The house, located at #163 Mesa Street, was raided from the early hours of dawn until one o’clock in the afternoon, Marrero explained.
“From seven in the morning they undertook a search, they came for the Tondique equipment and supplies, they took everything. The cauldrons, our food, everything. They did not explain anything to us, they took the benches we used. There were more than twenty people in here,” said the activist via telephone.
“We told them that without a search warrant they couldn’t come in and they were looking for it,” the woman explained.
Caridad Burunate and Francisco Rangel, the mother and uncle of Marrero are in custody. “Everything happened in the presence of my grandmother Raquel Gomez, an 88-year-old woman,” she added.
“The search lasted until one o’clock in the afternoon and they took away our cell phones.”
The community initiative Captain Tondique has working since April 2013 to help those who live on the streets and homeless people, offering them a plate of food every Thursday
The Captain Tondique community initiative has been working since April 2013 to help those who live on the streets and people who are homeless, offering them a plate of food every Thursday.
Felix Navarro denounced to 14ymedio that the search warrant alleged the crime of “illicit enrichment and abetting” and that Francisco Rangel’s home, a few yards from the project headquarters, at #125 Calle Pedro Betancourt, was also raided “at the same time.”
Navarro explains that the operation was carried out at a provincial level and included his home in Perico, which in the afternoon hours was still “surrounded by members of the State Security.”

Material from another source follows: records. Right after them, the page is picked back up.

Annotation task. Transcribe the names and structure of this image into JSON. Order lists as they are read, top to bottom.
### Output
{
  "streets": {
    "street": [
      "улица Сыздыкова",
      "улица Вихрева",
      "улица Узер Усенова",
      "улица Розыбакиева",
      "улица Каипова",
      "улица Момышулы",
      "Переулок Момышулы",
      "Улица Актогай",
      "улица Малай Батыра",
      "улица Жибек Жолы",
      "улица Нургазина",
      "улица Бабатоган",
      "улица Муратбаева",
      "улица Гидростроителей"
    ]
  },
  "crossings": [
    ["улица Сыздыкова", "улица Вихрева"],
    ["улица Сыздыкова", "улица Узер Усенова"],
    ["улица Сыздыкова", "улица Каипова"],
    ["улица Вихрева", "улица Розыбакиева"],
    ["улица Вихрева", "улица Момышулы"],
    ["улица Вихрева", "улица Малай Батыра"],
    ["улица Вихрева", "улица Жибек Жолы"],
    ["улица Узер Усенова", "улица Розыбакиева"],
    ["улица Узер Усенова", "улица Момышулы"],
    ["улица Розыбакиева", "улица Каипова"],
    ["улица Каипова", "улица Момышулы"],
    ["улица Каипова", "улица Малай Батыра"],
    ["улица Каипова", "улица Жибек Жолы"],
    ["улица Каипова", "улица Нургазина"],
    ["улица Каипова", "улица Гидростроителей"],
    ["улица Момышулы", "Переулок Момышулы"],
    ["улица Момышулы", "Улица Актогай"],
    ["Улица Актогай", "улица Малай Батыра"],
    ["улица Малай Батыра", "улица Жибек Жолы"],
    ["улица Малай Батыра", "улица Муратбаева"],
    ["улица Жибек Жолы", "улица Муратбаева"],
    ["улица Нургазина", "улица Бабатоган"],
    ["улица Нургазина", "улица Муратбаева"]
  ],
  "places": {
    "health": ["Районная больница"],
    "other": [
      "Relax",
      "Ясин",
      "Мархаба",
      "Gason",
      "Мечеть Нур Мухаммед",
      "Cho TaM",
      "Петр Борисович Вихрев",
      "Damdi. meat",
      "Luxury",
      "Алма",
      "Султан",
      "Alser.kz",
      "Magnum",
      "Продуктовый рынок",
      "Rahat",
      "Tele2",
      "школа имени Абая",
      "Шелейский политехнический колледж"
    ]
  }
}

According to the government opponent, when he tried to leave his house he was told by Officer Darío Torres Barrios that if he “went out” he would be arrested.
“Other activists of the province remain in their homes in the same situation of being under surveillance,” denounced Navarro.
The organization reported that on other occasions the political police have placed loudspeakers in the vicinity of the headquarters or closed the surrounding streets to prevent their work and intimidate the activists.